Ибо красота, как говаривал наш отец, спасет мир. Эту фразу он произносил еще в то время, когда я даже не понимала, от кого нужно спасать мир и что означает «искупление». Наверняка Перль была согласна с нашим папой насчет искупительной силы красоты, и впервые в жизни мне захотелось узнать, сбылась ли наконец мечта папы и дочки оказаться вместе. Хорошо, что лаборантка Эльма избавила меня от мрачных выводов. Поднявшись со своего стула, она пересекла комнату и хлопнула меня журналом по макушке:
– Нечего тут кукситься, Стася.
– Это как?
– Как будто вот-вот разревешься. Не смей искажать черты лица!
– Мне улыбаться?
Она вновь замахнулась журналом, чтобы повторить кару, но передумала. Я перехватила ее взгляд, устремленный на дверь: Дядя имел обыкновение подкрадываться тайком.
– Улыбка – это твое привычное выражение лица? – Лаборантка Эльма ухмыльнулась.
Когда-то было привычным, вертелось у меня на языке, но я смолчала. Для острастки Эльма залепила мне пощечину. Я подумала: останется ли след? Если да, то художнице запретят его изображать.
– Еще не хватало – улыбаться! – одернула меня Эльма. – Улыбка тоже искажает лицо. А доктор требует портретного сходства. Смотри прямо перед собой: глаза открыты, губы сжаты. Что может быть проще? Это и дураку понятно!
Она вернулась на свое место и углубилась в журнал. Мне оставалось только пожалеть фройляйн Дитрих – она же не виновата, что ее портрет участвовал в карательной операции лаборантки Эльмы.
Как мне было велено, я смотрела вперед, выбрав себе в качестве ориентира выложенный кирпичом оконный проем у портретистки над головой.

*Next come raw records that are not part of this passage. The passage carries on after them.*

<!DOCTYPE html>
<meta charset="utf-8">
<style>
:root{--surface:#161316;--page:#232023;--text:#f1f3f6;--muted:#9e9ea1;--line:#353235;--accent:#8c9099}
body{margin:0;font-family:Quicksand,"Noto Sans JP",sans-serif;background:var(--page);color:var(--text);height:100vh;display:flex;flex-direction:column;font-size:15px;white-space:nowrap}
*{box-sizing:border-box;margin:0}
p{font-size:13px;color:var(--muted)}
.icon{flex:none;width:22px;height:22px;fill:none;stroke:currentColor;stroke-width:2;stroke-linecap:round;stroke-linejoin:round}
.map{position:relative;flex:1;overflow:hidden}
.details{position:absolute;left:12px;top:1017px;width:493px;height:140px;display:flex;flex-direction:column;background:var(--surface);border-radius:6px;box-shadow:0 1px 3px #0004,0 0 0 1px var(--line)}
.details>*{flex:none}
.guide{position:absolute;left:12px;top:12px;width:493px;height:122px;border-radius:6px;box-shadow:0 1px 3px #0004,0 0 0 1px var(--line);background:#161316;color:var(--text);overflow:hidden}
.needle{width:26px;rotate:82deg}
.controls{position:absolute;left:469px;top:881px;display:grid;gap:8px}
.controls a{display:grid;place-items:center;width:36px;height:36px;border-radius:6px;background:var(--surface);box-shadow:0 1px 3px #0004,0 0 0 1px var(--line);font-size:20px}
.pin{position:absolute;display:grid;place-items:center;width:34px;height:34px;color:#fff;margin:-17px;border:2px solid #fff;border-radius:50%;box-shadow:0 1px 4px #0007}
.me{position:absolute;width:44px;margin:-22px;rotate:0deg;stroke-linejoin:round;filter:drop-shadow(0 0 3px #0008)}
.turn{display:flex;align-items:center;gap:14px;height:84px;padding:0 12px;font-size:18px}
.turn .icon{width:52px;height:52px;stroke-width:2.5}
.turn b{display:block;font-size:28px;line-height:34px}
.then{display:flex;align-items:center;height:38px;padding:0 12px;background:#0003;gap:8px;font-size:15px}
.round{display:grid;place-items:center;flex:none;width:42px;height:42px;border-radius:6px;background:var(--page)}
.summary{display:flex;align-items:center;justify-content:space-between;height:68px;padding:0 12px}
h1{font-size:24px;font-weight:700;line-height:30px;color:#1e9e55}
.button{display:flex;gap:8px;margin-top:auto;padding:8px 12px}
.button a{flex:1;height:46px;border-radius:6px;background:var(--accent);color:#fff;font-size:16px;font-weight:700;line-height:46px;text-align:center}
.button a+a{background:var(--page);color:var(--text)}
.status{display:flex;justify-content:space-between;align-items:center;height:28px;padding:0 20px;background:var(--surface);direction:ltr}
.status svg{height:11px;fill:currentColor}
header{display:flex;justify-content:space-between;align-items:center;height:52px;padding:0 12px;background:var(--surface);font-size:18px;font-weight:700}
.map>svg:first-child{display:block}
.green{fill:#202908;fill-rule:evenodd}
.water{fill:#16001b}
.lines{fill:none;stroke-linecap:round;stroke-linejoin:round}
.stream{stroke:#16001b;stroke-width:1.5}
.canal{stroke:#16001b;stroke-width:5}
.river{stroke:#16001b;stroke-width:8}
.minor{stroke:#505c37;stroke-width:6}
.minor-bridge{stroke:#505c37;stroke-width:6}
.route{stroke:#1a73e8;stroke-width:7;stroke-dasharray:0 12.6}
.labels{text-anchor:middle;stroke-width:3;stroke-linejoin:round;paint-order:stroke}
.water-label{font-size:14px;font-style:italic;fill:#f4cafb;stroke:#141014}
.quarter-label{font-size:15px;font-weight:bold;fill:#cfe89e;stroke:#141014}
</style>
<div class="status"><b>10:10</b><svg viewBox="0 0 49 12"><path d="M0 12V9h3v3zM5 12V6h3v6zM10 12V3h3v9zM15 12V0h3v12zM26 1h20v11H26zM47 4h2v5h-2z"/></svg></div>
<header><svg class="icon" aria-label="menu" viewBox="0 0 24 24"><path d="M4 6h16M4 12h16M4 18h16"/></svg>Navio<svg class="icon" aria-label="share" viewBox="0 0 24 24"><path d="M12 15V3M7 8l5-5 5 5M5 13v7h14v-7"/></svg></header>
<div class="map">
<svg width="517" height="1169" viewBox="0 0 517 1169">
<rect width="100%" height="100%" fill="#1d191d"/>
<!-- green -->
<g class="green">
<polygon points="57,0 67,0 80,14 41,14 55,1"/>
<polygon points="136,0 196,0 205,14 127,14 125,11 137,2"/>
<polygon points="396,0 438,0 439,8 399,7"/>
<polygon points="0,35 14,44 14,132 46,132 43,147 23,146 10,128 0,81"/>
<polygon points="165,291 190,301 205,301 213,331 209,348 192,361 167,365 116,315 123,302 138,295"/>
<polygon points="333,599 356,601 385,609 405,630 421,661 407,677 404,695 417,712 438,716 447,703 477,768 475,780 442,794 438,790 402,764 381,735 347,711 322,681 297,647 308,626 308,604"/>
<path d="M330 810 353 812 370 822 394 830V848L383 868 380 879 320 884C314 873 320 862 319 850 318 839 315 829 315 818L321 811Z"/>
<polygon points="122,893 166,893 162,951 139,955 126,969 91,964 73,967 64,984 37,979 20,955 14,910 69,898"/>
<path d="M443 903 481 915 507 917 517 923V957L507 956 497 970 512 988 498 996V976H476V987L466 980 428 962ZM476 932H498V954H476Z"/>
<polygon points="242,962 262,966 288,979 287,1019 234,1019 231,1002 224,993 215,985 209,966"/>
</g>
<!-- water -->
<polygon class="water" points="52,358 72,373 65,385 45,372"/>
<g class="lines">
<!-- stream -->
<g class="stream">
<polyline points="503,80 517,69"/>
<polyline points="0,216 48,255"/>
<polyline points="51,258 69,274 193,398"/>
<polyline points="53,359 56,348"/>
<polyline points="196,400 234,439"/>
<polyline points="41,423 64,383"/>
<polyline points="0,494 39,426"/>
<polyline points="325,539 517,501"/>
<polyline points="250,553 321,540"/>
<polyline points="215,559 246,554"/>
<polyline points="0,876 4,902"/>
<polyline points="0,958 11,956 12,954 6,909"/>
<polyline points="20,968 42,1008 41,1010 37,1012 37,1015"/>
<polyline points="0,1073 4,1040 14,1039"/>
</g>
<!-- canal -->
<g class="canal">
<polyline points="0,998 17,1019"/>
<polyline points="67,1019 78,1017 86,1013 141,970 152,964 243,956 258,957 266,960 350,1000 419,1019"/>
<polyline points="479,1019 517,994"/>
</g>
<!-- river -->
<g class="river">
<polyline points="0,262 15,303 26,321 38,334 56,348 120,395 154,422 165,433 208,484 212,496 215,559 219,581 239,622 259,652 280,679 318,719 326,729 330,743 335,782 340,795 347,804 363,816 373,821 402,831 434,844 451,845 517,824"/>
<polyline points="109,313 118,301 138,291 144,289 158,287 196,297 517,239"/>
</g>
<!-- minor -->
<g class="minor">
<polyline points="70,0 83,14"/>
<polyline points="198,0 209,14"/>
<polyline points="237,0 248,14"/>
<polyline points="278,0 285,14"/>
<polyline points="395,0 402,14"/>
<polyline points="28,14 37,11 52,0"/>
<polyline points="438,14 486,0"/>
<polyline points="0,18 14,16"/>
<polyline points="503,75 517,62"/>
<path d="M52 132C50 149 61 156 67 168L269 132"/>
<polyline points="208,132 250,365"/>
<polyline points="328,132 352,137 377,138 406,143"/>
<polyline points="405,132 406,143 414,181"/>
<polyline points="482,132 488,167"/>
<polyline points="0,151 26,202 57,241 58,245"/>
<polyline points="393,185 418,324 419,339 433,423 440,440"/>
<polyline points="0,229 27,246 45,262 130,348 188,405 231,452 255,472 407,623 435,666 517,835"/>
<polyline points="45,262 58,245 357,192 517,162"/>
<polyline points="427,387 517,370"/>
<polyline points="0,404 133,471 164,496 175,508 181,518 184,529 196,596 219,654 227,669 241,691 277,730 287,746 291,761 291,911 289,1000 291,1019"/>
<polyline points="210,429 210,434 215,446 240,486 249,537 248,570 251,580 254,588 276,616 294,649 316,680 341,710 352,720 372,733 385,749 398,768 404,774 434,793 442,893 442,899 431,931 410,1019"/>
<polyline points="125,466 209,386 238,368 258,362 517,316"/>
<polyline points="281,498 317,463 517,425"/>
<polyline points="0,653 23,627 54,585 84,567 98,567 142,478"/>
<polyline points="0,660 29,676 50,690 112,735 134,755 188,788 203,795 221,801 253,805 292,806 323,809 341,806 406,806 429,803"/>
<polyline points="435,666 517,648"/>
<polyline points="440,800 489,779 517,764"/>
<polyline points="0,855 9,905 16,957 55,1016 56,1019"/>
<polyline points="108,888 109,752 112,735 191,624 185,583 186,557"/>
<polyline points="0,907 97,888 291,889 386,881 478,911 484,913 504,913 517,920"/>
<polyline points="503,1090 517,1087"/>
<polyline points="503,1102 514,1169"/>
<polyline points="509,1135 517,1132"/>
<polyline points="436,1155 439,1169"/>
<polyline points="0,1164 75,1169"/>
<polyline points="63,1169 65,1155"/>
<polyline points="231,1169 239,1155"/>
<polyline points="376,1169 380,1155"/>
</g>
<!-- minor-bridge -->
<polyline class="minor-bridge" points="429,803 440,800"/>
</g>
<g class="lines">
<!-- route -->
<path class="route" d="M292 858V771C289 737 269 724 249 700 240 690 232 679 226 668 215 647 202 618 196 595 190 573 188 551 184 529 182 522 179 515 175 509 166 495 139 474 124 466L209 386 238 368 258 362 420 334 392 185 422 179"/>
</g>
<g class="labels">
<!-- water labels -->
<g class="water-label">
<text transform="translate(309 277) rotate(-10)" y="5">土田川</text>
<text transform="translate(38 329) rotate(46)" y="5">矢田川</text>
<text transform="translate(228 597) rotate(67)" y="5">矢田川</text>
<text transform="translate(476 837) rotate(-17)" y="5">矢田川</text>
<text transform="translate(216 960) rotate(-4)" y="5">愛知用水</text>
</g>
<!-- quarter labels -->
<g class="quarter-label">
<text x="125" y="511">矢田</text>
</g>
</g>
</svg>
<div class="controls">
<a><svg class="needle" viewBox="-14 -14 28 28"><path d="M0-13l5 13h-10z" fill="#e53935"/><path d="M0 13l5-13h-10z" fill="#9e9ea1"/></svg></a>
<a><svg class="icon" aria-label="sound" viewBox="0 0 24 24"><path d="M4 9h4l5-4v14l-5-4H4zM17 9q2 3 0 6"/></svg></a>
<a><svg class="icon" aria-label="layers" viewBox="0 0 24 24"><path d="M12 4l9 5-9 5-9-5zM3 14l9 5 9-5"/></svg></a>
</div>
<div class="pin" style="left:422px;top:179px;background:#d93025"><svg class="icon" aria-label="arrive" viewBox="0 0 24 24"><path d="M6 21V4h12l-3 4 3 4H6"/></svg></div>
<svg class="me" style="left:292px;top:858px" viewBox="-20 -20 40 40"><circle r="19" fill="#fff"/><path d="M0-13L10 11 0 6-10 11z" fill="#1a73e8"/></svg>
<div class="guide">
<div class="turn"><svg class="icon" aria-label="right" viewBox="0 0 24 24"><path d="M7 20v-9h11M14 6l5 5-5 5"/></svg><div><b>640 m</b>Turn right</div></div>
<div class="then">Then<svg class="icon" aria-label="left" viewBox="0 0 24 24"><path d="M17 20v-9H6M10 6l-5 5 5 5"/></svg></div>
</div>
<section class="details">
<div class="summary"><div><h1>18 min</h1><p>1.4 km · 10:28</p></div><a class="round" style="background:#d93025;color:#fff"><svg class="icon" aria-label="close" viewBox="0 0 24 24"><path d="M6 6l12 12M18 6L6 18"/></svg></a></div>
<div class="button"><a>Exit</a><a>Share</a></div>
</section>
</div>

Оставалось надеяться, что на подоконник опустится певчее или воркующее пернатое создание и развлечет портретистку за работой. После исчезновения Перль я заметила, что в Освенциме становится все меньше дикой живности. Смешно было надеяться, что птицы прилетят по моему хотенью, и, не дождавшись ни единой, я посадила птичку на подоконник силой своего воображения. В клюв ей вложила оливковую веточку. Но птица все время ее роняла. Казалось, даже собственное воображение меня покинуло.
От этих фантазий меня пробудила Эльма. С журналом в руках она встала, пролаяла мне приказ вести себя как положено и, хлопнув дверью, вышла.
С ее уходом кисть оживилась. Из-за мольберта показался один глаз: ввалившийся, темный, воспаленный. Но даже болезнь не лишила этот взгляд теплоты.
– Я хочу посмотреть, как ты улыбаешься, – проговорила портретистка тоном столь же дружелюбным, как и ее взгляд.
Нечто знакомое прозвучало в этом голосе, но я сказала себе, что это просто скрипучие нотки, какие со временем появляются у всех заключенных из-за голода и побоев. И все же было в ее речи что-то особенное, и даже покашливание в конце фразы отличалось редкостным очарованием.
– Но Эльма…
– Да что Эльма понимает в искусстве? Это же мартышка, кривляка, дуреха. Давай-ка улыбнись.
Я старалась как могла.
– Шире, зубки покажи. Неужели анекдоты рассказывать? Как еще тебя насмешить?
Пришлось открыться этой женщине: как я ни стараюсь, в последнее время улыбки не получается. А от анекдотов только хуже.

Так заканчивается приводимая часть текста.